Quelles mesures ont prises les autorités après le sauvetage des femmes à Cancún ?
Après le sauvetage, les autorités ont transféré les femmes à la Fiscalía General del Estado pour recevoir des soins médicaux, psychologiques et juridiques. Les biens immobiliers ont été saisis et des scellés de fermeture ont été apposés. De plus, un individu lié au réseau de traite a été arrêté et est actuellement sous le processus judiciaire.
Que révèlent les opérations sur la présence de réseaux transnationaux de traite à Cancún ?

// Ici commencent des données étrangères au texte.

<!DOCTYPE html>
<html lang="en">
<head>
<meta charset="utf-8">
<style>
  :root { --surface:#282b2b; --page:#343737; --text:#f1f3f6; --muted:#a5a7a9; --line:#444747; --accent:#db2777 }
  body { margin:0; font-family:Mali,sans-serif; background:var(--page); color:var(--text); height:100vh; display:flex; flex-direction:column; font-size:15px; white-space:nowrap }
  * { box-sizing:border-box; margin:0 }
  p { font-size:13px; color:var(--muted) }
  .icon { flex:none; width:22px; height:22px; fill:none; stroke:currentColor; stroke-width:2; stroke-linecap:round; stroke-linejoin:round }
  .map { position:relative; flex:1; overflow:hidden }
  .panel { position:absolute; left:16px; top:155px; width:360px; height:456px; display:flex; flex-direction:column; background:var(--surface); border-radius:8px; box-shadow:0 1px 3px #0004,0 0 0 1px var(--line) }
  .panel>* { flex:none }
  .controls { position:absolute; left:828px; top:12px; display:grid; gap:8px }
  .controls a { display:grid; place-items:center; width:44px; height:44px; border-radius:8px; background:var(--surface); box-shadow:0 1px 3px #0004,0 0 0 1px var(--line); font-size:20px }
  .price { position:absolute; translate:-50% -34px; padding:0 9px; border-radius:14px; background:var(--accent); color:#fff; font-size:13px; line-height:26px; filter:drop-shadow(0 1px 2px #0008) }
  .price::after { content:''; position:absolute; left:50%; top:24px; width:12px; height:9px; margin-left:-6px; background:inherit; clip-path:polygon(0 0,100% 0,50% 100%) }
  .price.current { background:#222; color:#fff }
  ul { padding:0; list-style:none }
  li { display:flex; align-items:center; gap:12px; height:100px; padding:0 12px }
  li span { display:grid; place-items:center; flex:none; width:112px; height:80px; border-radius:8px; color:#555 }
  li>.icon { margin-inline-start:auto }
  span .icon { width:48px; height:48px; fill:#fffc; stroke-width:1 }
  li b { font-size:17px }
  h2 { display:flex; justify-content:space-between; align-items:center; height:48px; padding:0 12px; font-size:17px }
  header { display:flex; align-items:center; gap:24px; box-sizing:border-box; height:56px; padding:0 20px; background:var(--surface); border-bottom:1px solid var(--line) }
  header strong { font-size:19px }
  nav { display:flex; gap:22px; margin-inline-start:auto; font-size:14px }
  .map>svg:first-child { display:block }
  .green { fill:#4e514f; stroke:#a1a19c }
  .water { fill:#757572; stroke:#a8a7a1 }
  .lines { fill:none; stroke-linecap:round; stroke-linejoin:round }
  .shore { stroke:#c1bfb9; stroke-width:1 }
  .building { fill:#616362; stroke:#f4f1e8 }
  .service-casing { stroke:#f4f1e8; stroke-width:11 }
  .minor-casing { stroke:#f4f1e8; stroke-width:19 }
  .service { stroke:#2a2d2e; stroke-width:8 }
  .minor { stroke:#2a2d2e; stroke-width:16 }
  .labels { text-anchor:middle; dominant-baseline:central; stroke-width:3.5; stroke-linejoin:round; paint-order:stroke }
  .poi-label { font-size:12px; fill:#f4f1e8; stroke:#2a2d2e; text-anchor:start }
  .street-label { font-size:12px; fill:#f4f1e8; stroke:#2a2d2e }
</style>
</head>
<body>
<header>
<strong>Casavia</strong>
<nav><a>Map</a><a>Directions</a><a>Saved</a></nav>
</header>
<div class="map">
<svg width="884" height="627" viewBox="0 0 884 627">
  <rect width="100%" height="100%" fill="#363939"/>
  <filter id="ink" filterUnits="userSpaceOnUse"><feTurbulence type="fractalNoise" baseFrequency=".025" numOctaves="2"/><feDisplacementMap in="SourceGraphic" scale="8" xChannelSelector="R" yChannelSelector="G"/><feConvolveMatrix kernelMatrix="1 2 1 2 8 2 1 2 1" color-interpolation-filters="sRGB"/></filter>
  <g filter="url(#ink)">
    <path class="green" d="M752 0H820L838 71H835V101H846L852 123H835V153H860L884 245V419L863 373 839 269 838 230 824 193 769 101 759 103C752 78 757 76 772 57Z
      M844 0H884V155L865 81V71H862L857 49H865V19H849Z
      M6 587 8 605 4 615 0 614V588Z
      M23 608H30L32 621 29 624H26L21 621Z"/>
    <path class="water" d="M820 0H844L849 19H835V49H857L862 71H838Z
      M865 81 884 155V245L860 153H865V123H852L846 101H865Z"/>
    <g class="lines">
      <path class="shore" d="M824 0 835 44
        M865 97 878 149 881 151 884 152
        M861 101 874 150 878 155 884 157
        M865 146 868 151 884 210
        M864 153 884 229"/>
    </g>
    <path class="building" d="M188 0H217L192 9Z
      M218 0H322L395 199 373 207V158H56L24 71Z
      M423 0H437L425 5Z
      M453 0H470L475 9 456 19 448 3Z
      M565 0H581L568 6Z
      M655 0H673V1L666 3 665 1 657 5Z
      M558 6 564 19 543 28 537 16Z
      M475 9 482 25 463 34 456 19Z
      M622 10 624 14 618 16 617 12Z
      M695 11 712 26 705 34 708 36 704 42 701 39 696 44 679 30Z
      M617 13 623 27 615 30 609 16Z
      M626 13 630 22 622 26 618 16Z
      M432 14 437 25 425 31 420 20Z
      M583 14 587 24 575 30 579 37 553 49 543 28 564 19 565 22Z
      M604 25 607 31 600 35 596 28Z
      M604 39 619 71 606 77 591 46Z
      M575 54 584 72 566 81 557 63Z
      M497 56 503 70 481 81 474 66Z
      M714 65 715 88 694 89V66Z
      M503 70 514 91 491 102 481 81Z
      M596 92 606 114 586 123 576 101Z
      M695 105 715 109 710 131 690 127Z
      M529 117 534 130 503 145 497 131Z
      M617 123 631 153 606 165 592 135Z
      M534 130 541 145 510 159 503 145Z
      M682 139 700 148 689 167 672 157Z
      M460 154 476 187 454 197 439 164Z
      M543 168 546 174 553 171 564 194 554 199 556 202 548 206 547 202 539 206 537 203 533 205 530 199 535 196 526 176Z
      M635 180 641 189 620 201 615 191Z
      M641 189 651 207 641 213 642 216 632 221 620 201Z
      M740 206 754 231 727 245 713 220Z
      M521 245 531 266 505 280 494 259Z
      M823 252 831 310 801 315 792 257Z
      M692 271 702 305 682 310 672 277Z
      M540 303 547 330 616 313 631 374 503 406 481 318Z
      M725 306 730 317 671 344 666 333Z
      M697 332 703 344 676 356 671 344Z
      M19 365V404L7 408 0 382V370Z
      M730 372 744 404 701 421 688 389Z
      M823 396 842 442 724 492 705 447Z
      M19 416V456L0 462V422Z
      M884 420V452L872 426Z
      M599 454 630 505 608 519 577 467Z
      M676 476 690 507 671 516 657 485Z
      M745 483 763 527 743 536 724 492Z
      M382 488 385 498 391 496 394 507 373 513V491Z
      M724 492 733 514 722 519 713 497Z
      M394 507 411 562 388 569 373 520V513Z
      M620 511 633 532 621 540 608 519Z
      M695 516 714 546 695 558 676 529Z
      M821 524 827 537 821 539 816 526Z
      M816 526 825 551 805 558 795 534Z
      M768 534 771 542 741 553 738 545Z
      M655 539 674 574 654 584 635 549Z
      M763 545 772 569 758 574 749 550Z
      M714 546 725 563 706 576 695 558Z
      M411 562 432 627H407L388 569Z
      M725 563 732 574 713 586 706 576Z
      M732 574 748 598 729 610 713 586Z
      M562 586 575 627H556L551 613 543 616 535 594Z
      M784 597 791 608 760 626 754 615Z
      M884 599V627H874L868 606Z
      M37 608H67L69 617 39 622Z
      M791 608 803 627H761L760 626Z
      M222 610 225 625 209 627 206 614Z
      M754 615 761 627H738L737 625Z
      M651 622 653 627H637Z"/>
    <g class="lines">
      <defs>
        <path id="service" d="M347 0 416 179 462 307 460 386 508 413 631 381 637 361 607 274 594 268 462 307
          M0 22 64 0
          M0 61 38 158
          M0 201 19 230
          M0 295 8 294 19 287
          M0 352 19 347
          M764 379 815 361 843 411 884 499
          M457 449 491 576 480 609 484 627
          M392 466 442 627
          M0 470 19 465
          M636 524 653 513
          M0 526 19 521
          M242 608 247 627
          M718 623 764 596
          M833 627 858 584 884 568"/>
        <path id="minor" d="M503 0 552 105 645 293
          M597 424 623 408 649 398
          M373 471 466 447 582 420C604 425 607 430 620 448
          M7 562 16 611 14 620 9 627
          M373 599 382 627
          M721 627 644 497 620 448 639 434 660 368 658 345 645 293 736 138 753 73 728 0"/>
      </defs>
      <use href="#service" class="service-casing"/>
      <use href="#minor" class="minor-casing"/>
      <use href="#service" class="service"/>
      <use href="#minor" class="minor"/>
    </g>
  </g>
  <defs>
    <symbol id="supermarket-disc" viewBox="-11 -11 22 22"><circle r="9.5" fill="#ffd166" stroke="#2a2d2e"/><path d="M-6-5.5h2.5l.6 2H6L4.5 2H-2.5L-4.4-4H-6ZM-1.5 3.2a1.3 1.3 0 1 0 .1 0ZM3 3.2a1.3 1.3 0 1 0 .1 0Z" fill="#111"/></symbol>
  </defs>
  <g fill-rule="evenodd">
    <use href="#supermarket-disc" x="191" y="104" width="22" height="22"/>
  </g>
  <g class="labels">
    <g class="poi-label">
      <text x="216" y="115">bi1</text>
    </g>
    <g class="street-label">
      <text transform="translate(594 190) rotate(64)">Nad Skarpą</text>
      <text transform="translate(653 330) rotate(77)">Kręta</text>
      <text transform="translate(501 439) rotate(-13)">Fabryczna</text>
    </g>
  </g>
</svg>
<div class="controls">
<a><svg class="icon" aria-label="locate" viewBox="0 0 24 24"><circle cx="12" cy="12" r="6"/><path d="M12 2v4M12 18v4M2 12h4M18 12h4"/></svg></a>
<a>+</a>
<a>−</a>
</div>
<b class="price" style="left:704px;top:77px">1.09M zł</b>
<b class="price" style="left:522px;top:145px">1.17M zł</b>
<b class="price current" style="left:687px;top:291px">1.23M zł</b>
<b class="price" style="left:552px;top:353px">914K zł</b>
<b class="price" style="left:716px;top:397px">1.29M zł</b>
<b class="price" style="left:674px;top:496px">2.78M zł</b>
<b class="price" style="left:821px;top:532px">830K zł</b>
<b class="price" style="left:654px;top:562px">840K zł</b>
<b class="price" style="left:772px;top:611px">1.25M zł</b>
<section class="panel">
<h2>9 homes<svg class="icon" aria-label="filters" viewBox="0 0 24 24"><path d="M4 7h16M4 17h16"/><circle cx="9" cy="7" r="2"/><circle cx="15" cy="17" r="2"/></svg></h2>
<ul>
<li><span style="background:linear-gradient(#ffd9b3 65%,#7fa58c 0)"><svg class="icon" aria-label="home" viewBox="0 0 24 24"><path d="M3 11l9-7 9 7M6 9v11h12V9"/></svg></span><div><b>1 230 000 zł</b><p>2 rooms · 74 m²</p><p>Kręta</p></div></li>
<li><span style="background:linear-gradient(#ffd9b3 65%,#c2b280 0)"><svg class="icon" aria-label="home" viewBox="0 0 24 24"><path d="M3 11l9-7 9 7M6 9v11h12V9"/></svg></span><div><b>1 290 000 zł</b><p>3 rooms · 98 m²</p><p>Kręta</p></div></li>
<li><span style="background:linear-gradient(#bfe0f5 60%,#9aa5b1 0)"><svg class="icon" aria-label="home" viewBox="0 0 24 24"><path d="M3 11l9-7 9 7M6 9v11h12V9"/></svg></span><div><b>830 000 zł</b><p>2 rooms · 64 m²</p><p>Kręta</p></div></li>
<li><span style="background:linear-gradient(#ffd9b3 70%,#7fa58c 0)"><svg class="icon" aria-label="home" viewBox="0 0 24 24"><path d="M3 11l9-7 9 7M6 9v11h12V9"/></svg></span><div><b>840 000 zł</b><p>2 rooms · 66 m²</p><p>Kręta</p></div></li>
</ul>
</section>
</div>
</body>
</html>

Les opérations à Cancún montrent le caractère transnational des réseaux de traite, impliquant des victimes de différentes nationalités, y compris des Cubaines. Cela reflète un grave problème d'exploitation sexuelle dans les destinations touristiques, où ces réseaux trouvent un environnement propice en raison de la forte affluence de touristes et de la demande de services illégaux.